• ASSIGNED TASK: Each line that includes the word "halo" should be copied from the records.
· · · ·
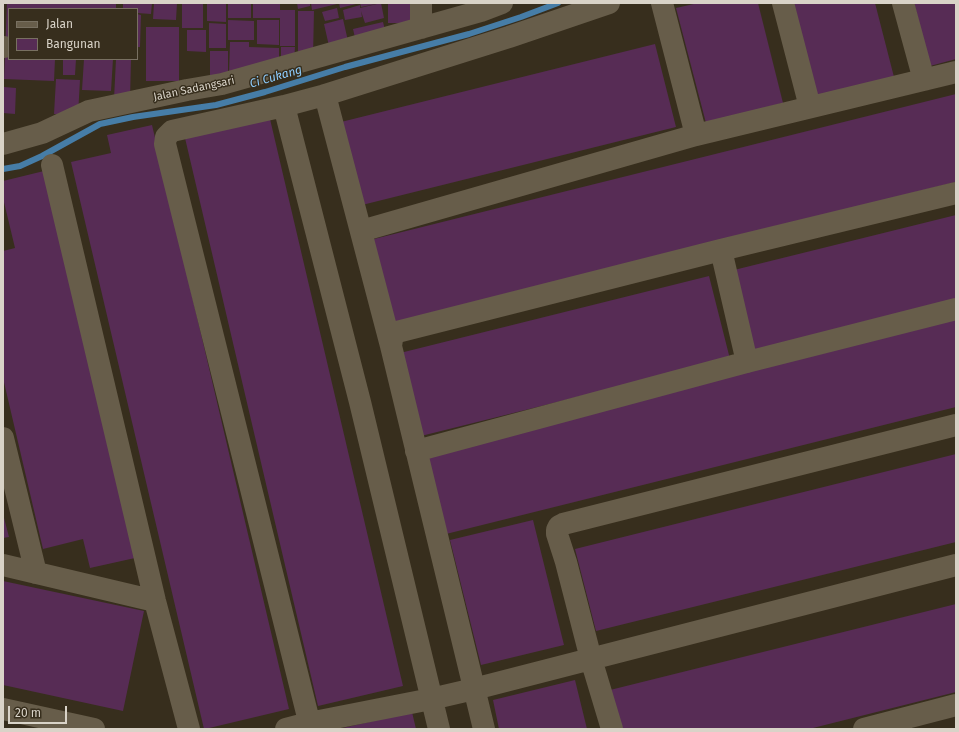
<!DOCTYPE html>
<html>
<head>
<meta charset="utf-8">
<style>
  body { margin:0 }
  #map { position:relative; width:959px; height:732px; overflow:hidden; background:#372e1d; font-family:"Fira Sans",sans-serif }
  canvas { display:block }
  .frame { position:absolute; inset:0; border:4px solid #d9d3c8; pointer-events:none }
  .legend { position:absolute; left:8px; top:8px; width:130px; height:52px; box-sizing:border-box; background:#372e1d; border:1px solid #787061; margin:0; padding:5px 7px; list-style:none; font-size:12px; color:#d9d3c8 }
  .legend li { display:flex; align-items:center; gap:8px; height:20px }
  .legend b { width:20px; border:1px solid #787061 }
  .scale { position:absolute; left:8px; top:706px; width:59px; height:18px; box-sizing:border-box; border:2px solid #d9d3c8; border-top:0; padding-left:5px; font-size:12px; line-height:14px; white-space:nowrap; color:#d9d3c8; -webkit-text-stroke:3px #372e1d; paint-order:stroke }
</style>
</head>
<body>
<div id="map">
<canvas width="959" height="732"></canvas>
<div class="frame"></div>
<ul class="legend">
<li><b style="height:5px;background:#675d4a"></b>Jalan</li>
<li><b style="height:11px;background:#572c55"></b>Bangunan</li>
</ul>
<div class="scale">20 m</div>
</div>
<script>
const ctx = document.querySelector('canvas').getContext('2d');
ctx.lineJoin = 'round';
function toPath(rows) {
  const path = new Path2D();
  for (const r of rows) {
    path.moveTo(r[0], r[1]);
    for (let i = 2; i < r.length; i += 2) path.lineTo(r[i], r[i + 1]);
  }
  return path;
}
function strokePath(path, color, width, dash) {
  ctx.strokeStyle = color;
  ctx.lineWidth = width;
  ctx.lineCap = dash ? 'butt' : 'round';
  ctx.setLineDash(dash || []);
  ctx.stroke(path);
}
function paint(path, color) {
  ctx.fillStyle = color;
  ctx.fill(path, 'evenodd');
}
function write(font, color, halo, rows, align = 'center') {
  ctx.font = font + ' "Fira Sans",sans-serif';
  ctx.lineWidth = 3;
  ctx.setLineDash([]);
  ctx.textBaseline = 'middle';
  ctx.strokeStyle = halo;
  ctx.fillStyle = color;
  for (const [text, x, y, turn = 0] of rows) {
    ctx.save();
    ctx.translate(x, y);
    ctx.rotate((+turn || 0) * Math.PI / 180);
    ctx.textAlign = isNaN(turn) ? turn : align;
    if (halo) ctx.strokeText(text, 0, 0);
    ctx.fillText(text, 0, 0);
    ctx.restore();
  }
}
strokePath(toPath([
  [3,169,20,166,42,156,100,124,133,117,216,105,265,92,345,67,469,34,521,17,558,3]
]), '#467da7', 6);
paint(toPath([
  [7,3,116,3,116,9,9,9,9,59,55,59,54,81,4,79],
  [123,3,152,3,151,14,137,13,137,9,123,9],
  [154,3,177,3,176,20,153,19],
  [182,3,203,3,203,28,182,28],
  [207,3,226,3,226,22,207,21],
  [228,3,251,3,251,18,228,18],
  [253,3,280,4,280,18,253,18],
  [297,3,310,3,310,6,298,9],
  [311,3,337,3,337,4,312,10],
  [339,3,356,3,356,4,340,8],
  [360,3,376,3,376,4,361,7],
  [381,3,384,18,365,23,361,11,362,17,345,20,343,10,360,5,360,8],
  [388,3,412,3,412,23,388,23],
  [698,3,758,3,783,103,706,123,676,8],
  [792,3,875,3,894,77,817,97],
  [914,3,956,3,956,59,930,66],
  [337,8,339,18,325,21,322,12],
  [280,10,295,10,295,46,280,46],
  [298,11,314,11,313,56,298,56],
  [137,14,141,15,140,47,137,47],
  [343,19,348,41,329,46,324,24],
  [228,20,254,21,254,40,228,40],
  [257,20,279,20,279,45,257,44],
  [383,22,386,34,356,42,353,29],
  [209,23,226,24,226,48,209,48],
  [146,27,179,27,179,81,146,81],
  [187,30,206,30,206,52,187,51],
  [230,42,249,42,249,47,279,48,279,67,229,74],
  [655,44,676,127,362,205,341,122],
  [281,47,295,47,294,62,281,62],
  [210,51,228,51,228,76,210,76],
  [63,59,76,59,75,75,63,75],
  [84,59,113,59,111,91,82,90],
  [116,59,131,59,130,100,114,99],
  [56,79,80,80,78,115,54,114],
  [4,87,16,88,15,114,3,113],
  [956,94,956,182,391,323,370,240],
  [270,119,403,686,318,706,185,138],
  [152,125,289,709,205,729,204,729,71,162,111,153,107,135],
  [44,171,135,558,90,568,83,539,43,549,3,378,3,251,15,248,3,198,3,181],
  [956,215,956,303,751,354,730,271],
  [709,276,730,359,421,436,400,353],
  [956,319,956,407,442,535,421,452],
  [956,454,956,542,596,631,575,549],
  [3,514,9,537,3,538],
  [533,520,564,645,481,665,450,540],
  [3,581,144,611,123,711,3,685],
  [956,604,956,692,809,729,615,729,606,691],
  [575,680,587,729,499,729,493,700],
  [412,712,416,729,343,729,343,728]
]), '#572c55');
strokePath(toPath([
  [662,3,696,135],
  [783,3,810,107],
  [903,3,924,80],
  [421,28,421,3],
  [3,47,4,47],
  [325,95,391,346,484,729],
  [284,106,360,402,439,729],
  [3,144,42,133,89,111,187,90,222,84,481,11,502,3],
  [52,165,155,601,189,729],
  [361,231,696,135,956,72],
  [721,250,747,362],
  [391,346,393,333,721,250,956,193],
  [3,438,36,573],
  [416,451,747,362,956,309],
  [3,565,155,601],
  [3,709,94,729],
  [286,729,309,723,431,699,474,689,956,565],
  [311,729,165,144,166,137,172,131,284,106,325,95,509,37,609,3],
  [612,729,591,659,566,562,557,534,557,530,559,526,563,524,956,425],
  [864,729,956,705]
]), '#675d4a', 22);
write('11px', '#d9d3c8', '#372e1d', [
  ["Jalan Sadangsari",194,89,-12]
]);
write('italic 12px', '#8ccafa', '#372e1d', [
  ["Ci Cukang",276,77,-16]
]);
</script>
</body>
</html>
· · · ·
• RESPONSE:
function write(font, color, halo, rows, align = 'center') {
  ctx.strokeStyle = halo;
    if (halo) ctx.strokeText(text, 0, 0);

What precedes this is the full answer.